A oficial de Justiça  Rejane de Souza Lima  não conseguiu encontrar dois denunciados no caso "Ricardo Nicolau" porque sumiram. A empresária Denise Borges Stopatto, uma das proprietárias da RD Engenharia e o engenheiro Daniel Gargantini, funcionário da empresa, que deveriam ser notificados  nao foram localizados.

De acordo com certidão da oficial, ela deixou de notificar Denise por ela não mora  mais no endereço fornecido há mais de seis anos, não ser mais sócia proprietária da RD Engenharia e não morar mais em Manaus.  

Com relação a Daniel, ela afirma ter recebido a informação na RD Engenharia  que o engenheiro não trabalha mais na empresa desde 30 de maio deste ano.
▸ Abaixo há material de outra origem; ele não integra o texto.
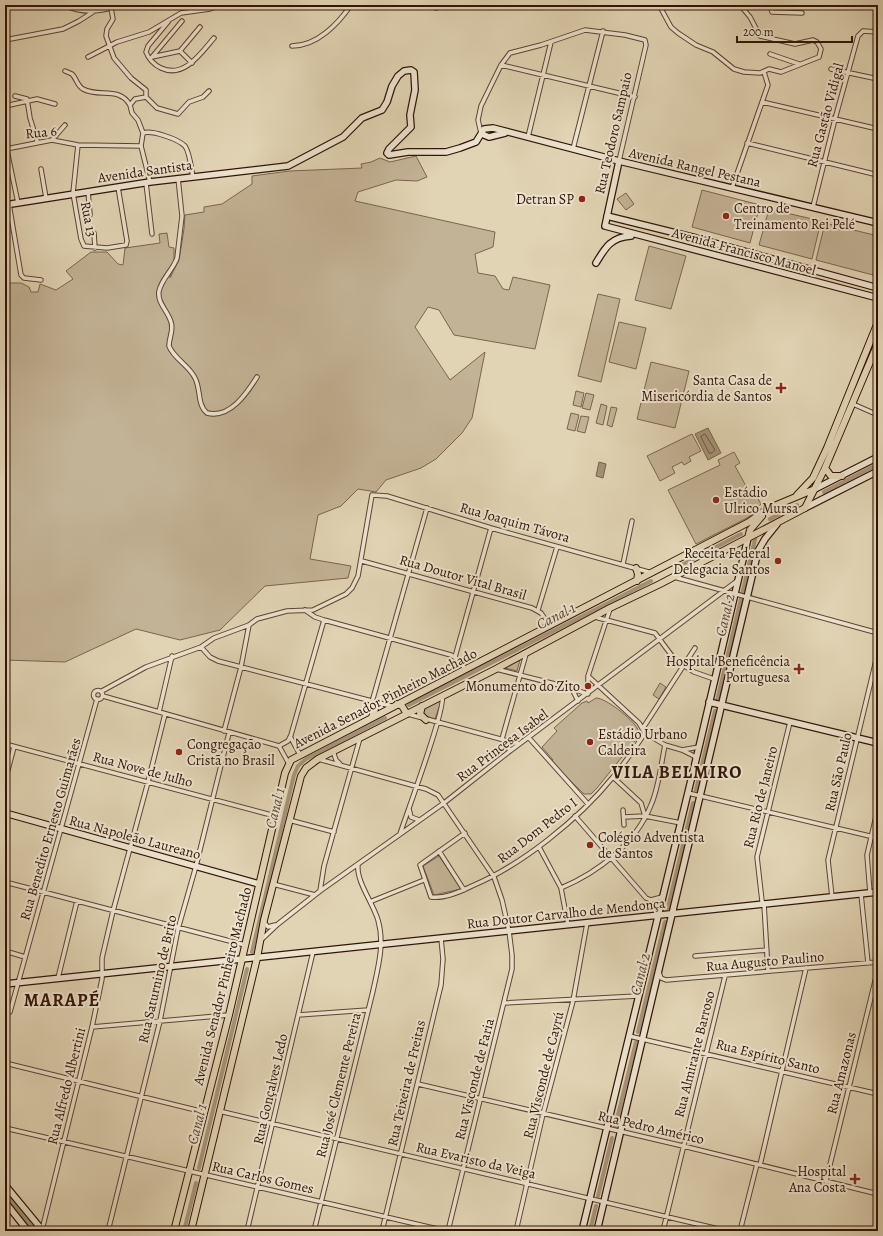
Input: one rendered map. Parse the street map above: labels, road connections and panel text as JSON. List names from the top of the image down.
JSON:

Mas foi ao endereço da residência do denunciado e lá foi informando pelo porteiro José Raimundo que o mesmo há cinco meses mudou-se do local.

Entenda o caso

O sub-procurador-geral do MPE-AM, José Hamilton Saraiva, autor da denúncia ao Tribunal de Justiça do Amazonas, pediu  a condenação do deputado estadual Ricardo Nicolau (PSD) por crimes contra a Lei de Licitação, ordenação de despesa não autorizada e peculato pelo superfaturamento na obra do edifício-garagem da Assembleia Legislativa do Estado.

O Ministério Público pediu também o bloqueio dos bens do parlamentar e dos outros denunciados.

São denunciados com Ricardo Nicolau, o diretor-geral da ALE, Wander Mota, o procurador-geral da Casa, Vander Góes, os membros da Comissão Especial de Licitação  da Aleam e os empresários Denise Stopatto e Romero Reis, donos da construtora RD Engenharia.